Repeat the listing below in full, keeping each word as given.

### PROVIDED INFORMATION
━━━━━━━━
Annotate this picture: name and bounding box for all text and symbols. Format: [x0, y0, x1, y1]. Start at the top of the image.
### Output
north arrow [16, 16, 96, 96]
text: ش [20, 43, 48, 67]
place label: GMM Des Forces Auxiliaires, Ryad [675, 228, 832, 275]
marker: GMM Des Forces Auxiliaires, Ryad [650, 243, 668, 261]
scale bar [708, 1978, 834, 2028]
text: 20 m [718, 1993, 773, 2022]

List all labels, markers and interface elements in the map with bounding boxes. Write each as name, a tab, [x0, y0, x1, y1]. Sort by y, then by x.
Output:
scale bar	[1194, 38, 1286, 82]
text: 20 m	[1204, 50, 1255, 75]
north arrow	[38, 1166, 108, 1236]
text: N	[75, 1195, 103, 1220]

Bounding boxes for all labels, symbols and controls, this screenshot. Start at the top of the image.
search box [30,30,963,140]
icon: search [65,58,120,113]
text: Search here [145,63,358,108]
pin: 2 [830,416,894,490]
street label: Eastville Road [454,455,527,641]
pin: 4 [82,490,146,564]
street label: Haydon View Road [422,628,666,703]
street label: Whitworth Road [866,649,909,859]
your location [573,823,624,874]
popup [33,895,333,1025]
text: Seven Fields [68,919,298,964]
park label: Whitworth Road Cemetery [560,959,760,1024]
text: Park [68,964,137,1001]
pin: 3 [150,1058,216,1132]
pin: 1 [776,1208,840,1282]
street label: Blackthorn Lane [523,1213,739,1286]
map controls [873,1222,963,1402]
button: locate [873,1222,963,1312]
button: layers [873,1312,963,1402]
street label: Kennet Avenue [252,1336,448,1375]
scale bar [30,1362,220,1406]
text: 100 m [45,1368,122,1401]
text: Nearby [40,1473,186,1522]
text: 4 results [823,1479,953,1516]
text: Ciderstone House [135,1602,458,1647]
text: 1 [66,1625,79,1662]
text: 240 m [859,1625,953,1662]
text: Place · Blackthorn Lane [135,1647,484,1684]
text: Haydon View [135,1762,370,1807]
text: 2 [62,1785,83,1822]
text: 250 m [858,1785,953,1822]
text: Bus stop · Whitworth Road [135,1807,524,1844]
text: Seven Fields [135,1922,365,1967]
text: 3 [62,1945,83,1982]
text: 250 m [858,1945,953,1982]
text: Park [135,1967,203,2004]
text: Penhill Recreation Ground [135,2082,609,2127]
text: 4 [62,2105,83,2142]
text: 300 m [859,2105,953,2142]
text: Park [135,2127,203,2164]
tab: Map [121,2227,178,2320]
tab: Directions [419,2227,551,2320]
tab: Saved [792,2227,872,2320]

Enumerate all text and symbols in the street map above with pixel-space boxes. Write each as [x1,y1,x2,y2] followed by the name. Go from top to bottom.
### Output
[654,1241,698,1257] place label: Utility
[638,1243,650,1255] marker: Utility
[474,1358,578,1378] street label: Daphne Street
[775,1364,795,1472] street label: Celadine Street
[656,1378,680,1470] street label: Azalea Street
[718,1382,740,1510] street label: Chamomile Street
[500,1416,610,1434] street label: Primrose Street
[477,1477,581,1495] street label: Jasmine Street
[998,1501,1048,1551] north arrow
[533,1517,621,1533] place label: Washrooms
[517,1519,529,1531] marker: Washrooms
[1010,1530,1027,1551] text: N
━━━━━━━━
### ANSWER SECTION
Annotate this picture: name and bounding box for all text and symbols. Format: [x0, y0, x1, y1]. Start at the top of the image.
### Output
north arrow [16, 16, 96, 96]
text: ش [20, 43, 48, 67]
place label: GMM Des Forces Auxiliaires, Ryad [675, 228, 832, 275]
marker: GMM Des Forces Auxiliaires, Ryad [650, 243, 668, 261]
scale bar [708, 1978, 834, 2028]
text: 20 m [718, 1993, 773, 2022]

List all labels, markers and interface elements in the map with bounding boxes. Write each as name, a tab, [x0, y0, x1, y1]. Sort by y, then by x.
Output:
scale bar	[1194, 38, 1286, 82]
text: 20 m	[1204, 50, 1255, 75]
north arrow	[38, 1166, 108, 1236]
text: N	[75, 1195, 103, 1220]

Bounding boxes for all labels, symbols and controls, this screenshot. Start at the top of the image.
search box [30,30,963,140]
icon: search [65,58,120,113]
text: Search here [145,63,358,108]
pin: 2 [830,416,894,490]
street label: Eastville Road [454,455,527,641]
pin: 4 [82,490,146,564]
street label: Haydon View Road [422,628,666,703]
street label: Whitworth Road [866,649,909,859]
your location [573,823,624,874]
popup [33,895,333,1025]
text: Seven Fields [68,919,298,964]
park label: Whitworth Road Cemetery [560,959,760,1024]
text: Park [68,964,137,1001]
pin: 3 [150,1058,216,1132]
pin: 1 [776,1208,840,1282]
street label: Blackthorn Lane [523,1213,739,1286]
map controls [873,1222,963,1402]
button: locate [873,1222,963,1312]
button: layers [873,1312,963,1402]
street label: Kennet Avenue [252,1336,448,1375]
scale bar [30,1362,220,1406]
text: 100 m [45,1368,122,1401]
text: Nearby [40,1473,186,1522]
text: 4 results [823,1479,953,1516]
text: Ciderstone House [135,1602,458,1647]
text: 1 [66,1625,79,1662]
text: 240 m [859,1625,953,1662]
text: Place · Blackthorn Lane [135,1647,484,1684]
text: Haydon View [135,1762,370,1807]
text: 2 [62,1785,83,1822]
text: 250 m [858,1785,953,1822]
text: Bus stop · Whitworth Road [135,1807,524,1844]
text: Seven Fields [135,1922,365,1967]
text: 3 [62,1945,83,1982]
text: 250 m [858,1945,953,1982]
text: Park [135,1967,203,2004]
text: Penhill Recreation Ground [135,2082,609,2127]
text: 4 [62,2105,83,2142]
text: 300 m [859,2105,953,2142]
text: Park [135,2127,203,2164]
tab: Map [121,2227,178,2320]
tab: Directions [419,2227,551,2320]
tab: Saved [792,2227,872,2320]

Enumerate all text and symbols in the street map above with pixel-space boxes. Write each as [x1,y1,x2,y2] followed by the name. Go from top to bottom.
### Output
[654,1241,698,1257] place label: Utility
[638,1243,650,1255] marker: Utility
[474,1358,578,1378] street label: Daphne Street
[775,1364,795,1472] street label: Celadine Street
[656,1378,680,1470] street label: Azalea Street
[718,1382,740,1510] street label: Chamomile Street
[500,1416,610,1434] street label: Primrose Street
[477,1477,581,1495] street label: Jasmine Street
[998,1501,1048,1551] north arrow
[533,1517,621,1533] place label: Washrooms
[517,1519,529,1531] marker: Washrooms
[1010,1530,1027,1551] text: N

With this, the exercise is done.